Reggie Dokes – Ten-5 / Recloose – Spirit Knows

Reggie Dokes – 10-5
Around 2011 / 2012 Reggie Dokes, the Atlanta based Detroiter, went off the radar in terms of house and techno. 4 years can be a long time in the fickle world of the hype machine and Dokes return last year was pretty low-key in this regard, even though it was a double whammy of new music from him plus the relaunch of his Psychostasia Recordings imprint. After 2 solid 12s on there and another one for new ATL imprint People Of Earth, his first release of ’17 comes from We Play House out of Belgium, a label he worked with before on this lush 12″.


This 2 tracker it has to be said is a little unbalanced. On one side we have Transpose, a somewhat non-descript tracky effort – with additional editing / “directing” from WPH boss man Red D. It has that sort of rugged sparseness one used to find from Theo Parrish, but it never sucks you in. On the other hand, the 10″ delivers in spades with Jazz is my Mistress. This is some prime classic Dokes bizness. A gritty, funky bassline matched with those eerie, stirring keys that have been the cornerstone of some of his best work over the years marks Jazz is my Mistress as reason enough to have missed Dokes over the last half a decade. Welcome Back.

Recloose – Spirit Knows

If you are looking for consistency in house music you don’t really have to look much further than Matthew Chicoine. who has been delivering consistently since the late ’90s with no sign of letting up. After a pretty enjoyable 12″ on Aus Music last year, his second outing for the imprint steps it up to another level.  A man who knows his way around a squelchy bass bass riff, the lead track is just flawless; free flowing house music where said bass, svelte vox and swinging drums compliment each other perfectly before some keys rock in half way through, just in case we didn’t think the track wasn’t good enough already.

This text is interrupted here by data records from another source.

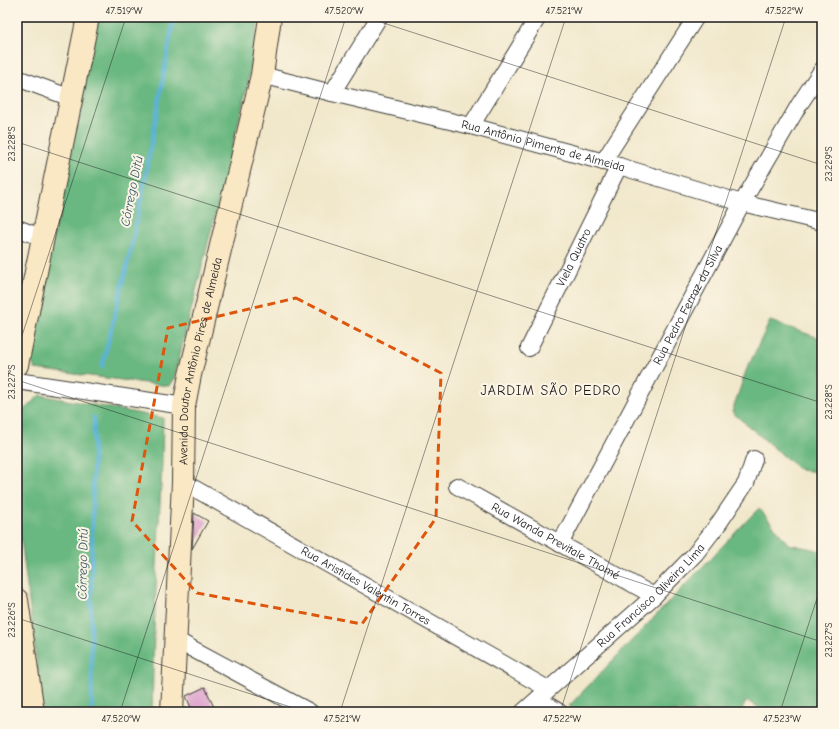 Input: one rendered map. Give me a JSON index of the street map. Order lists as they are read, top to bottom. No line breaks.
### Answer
{"streets":{"main road":["Avenida Doutor Antônio Pires de Almeida"],"street":["Rua Antônio Pimenta de Almeida","Viela Quatro","Rua Pedro Ferraz da Silva","Rua Wanda Previtale Thomé","Rua Aristides Valentin Torres","Rua Francisco Oliveira Lima"]},"crossings":[["Rua Antônio Pimenta de Almeida","Viela Quatro"],["Rua Antônio Pimenta de Almeida","Rua Pedro Ferraz da Silva"],["Rua Antônio Pimenta de Almeida","Avenida Doutor Antônio Pires de Almeida"],["Rua Pedro Ferraz da Silva","Rua Wanda Previtale Thomé"],["Avenida Doutor Antônio Pires de Almeida","Rua Aristides Valentin Torres"],["Rua Wanda Previtale Thomé","Rua Francisco Oliveira Lima"],["Rua Aristides Valentin Torres","Rua Francisco Oliveira Lima"]],"districts":["JARDIM SÃO PEDRO"],"water":["Córrego Ditú"],"coordinates":["47.519°W","47.520°W","47.521°W","47.522°W","23.228°S","23.229°S","23.227°S","23.226°S","47.523°W"]} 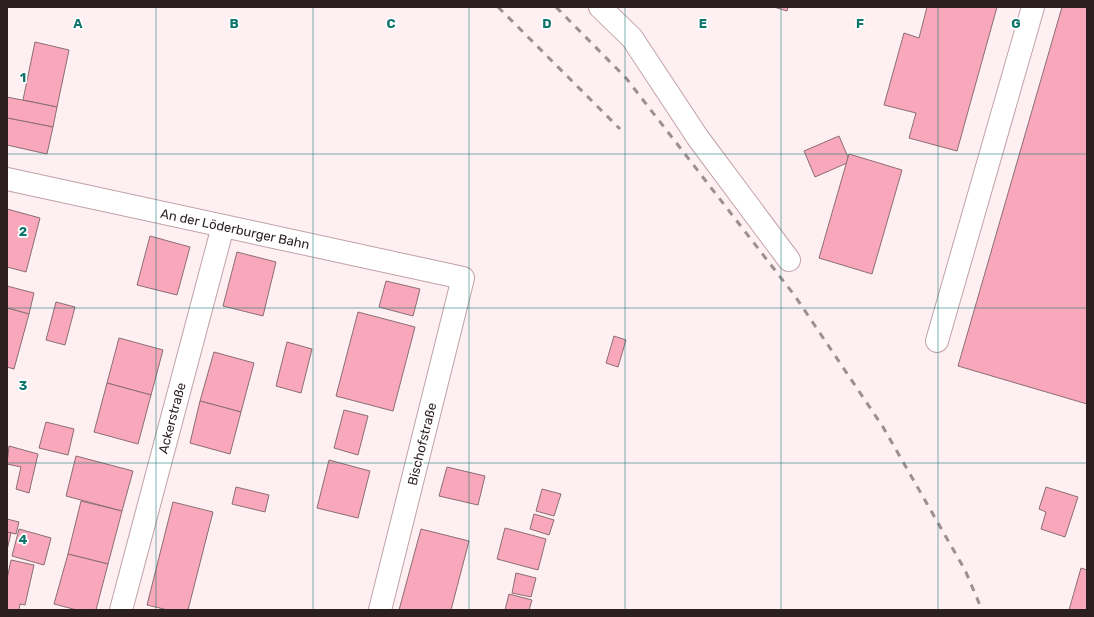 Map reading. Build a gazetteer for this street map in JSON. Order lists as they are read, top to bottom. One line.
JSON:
{"streets":{"street":["An der Löderburger Bahn","Ackerstraße","Bischofstraße"]},"crossings":[["An der Löderburger Bahn","Ackerstraße"],["An der Löderburger Bahn","Bischofstraße"]],"grid":{"columns":["A","B","C","D","E","F","G"],"rows":["1","2","3","4"]}} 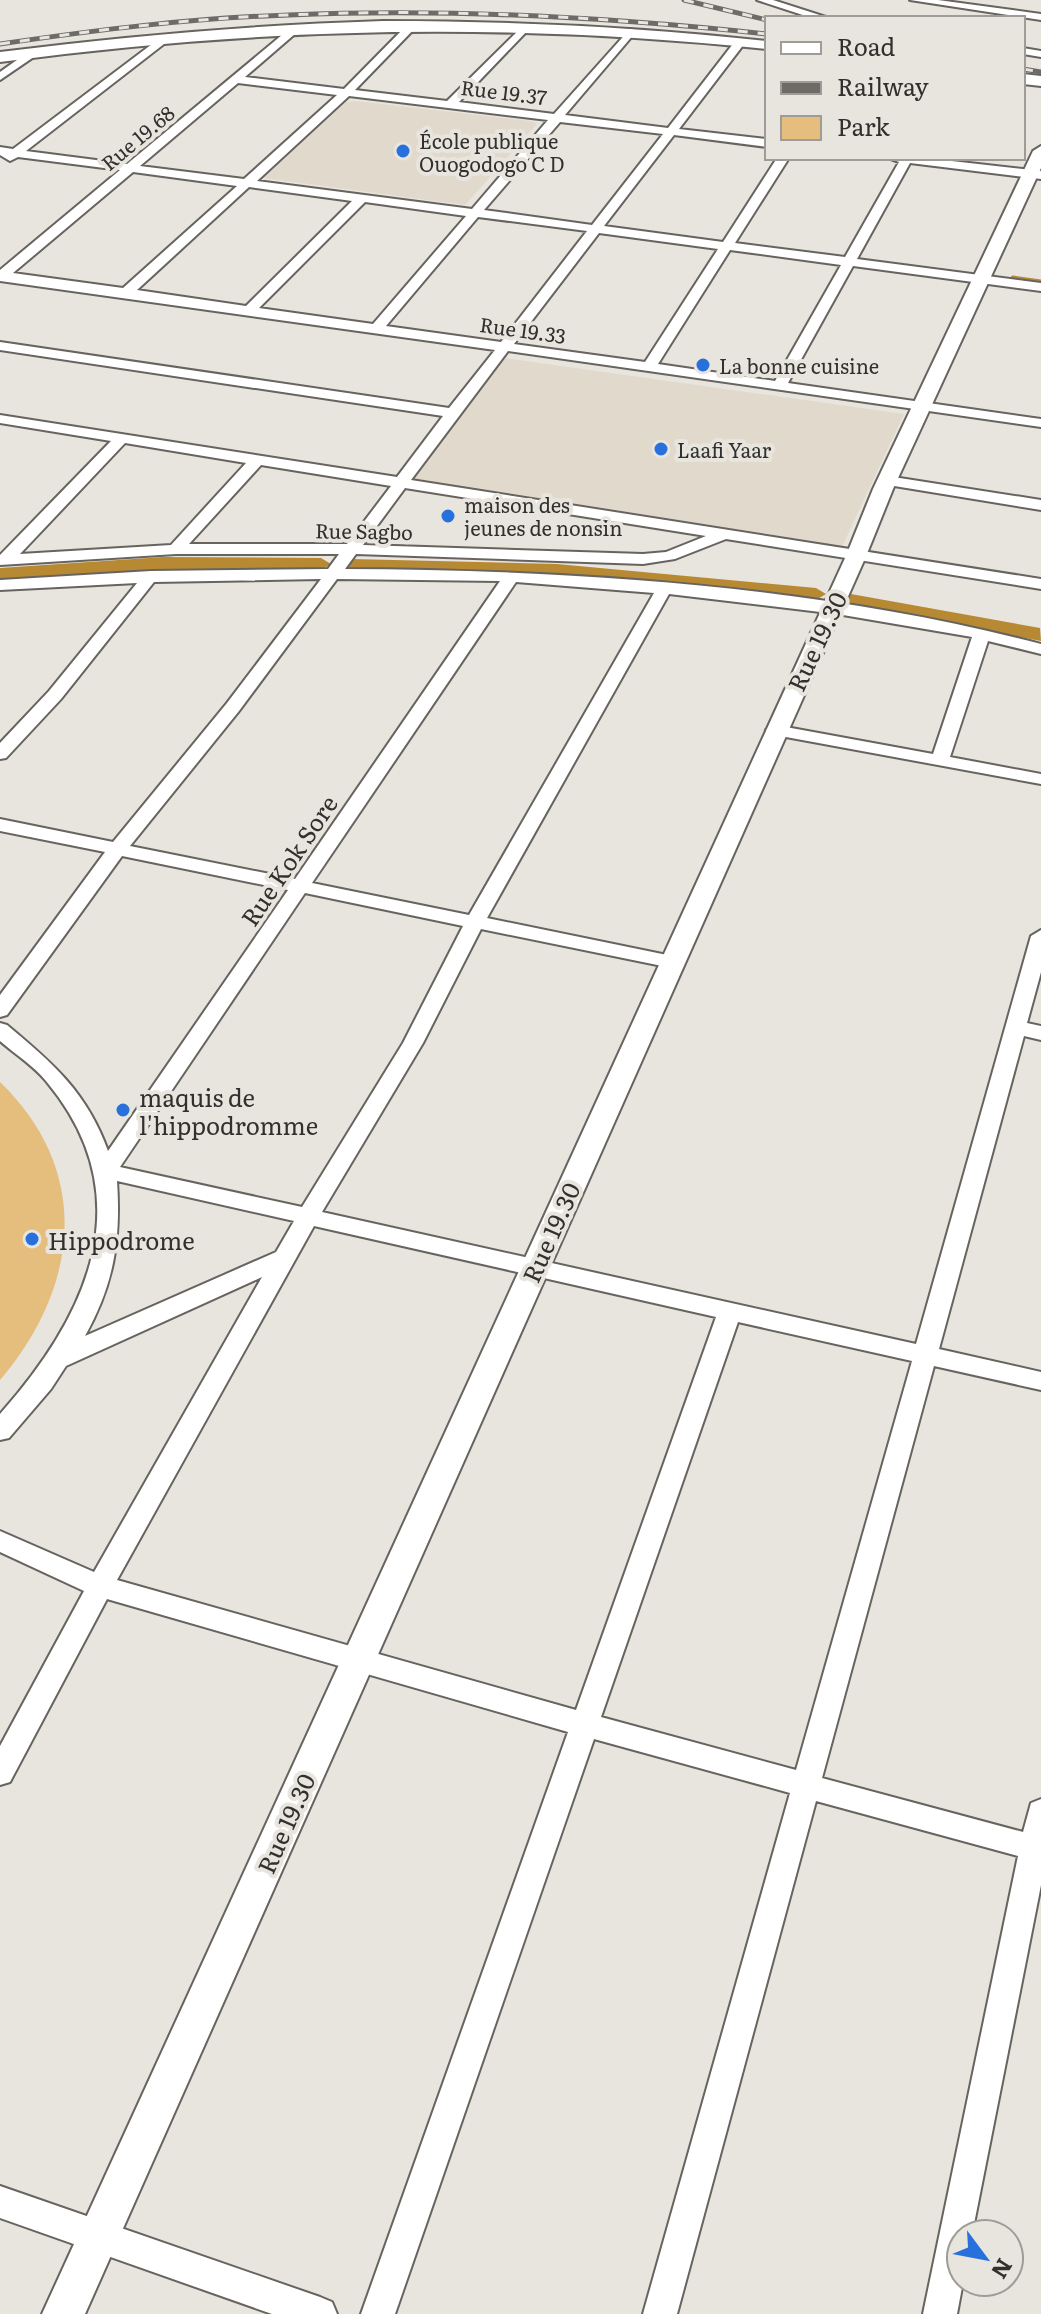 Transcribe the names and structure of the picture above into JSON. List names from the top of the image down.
{
  "streets": {
    "street": [
      "Rue 19.37",
      "Rue 19.68",
      "Rue 19.33",
      "Rue Sagbo",
      "Rue 19.30",
      "Rue Kok Sore"
    ]
  },
  "crossings": [
    ["Rue 19.37", "Rue 19.68"],
    ["Rue 19.68", "Rue 19.33"],
    ["Rue 19.33", "Rue 19.30"]
  ],
  "places": [
    "École publique Ouogodogo C D",
    "La bonne cuisine",
    "Laafi Yaar",
    "maison des jeunes de nonsin",
    "maquis de l'hippodromme",
    "Hippodrome"
  ],
  "legend": ["Road", "Railway", "Park"],
  "north": "bottom right"
}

On the flipside No I Don’t does its very best to match the class of the title track, and it really doesn’t come up short either, a slightly more low slung affair, that may not be as instant but will still do the business on the ‘floor. It’s only on the final Ezrakh-Geomancer that the 12″ lose me a little bit. The backing track is lovely but the vocals irk me from time to time, with me kinda wishing they were cut back a little bit – spoken word vocals are hard to get right for me –  to let the track breath on its own, but its only really that its up against such high quality on the rest of the release that it comes out as being a bit inferior.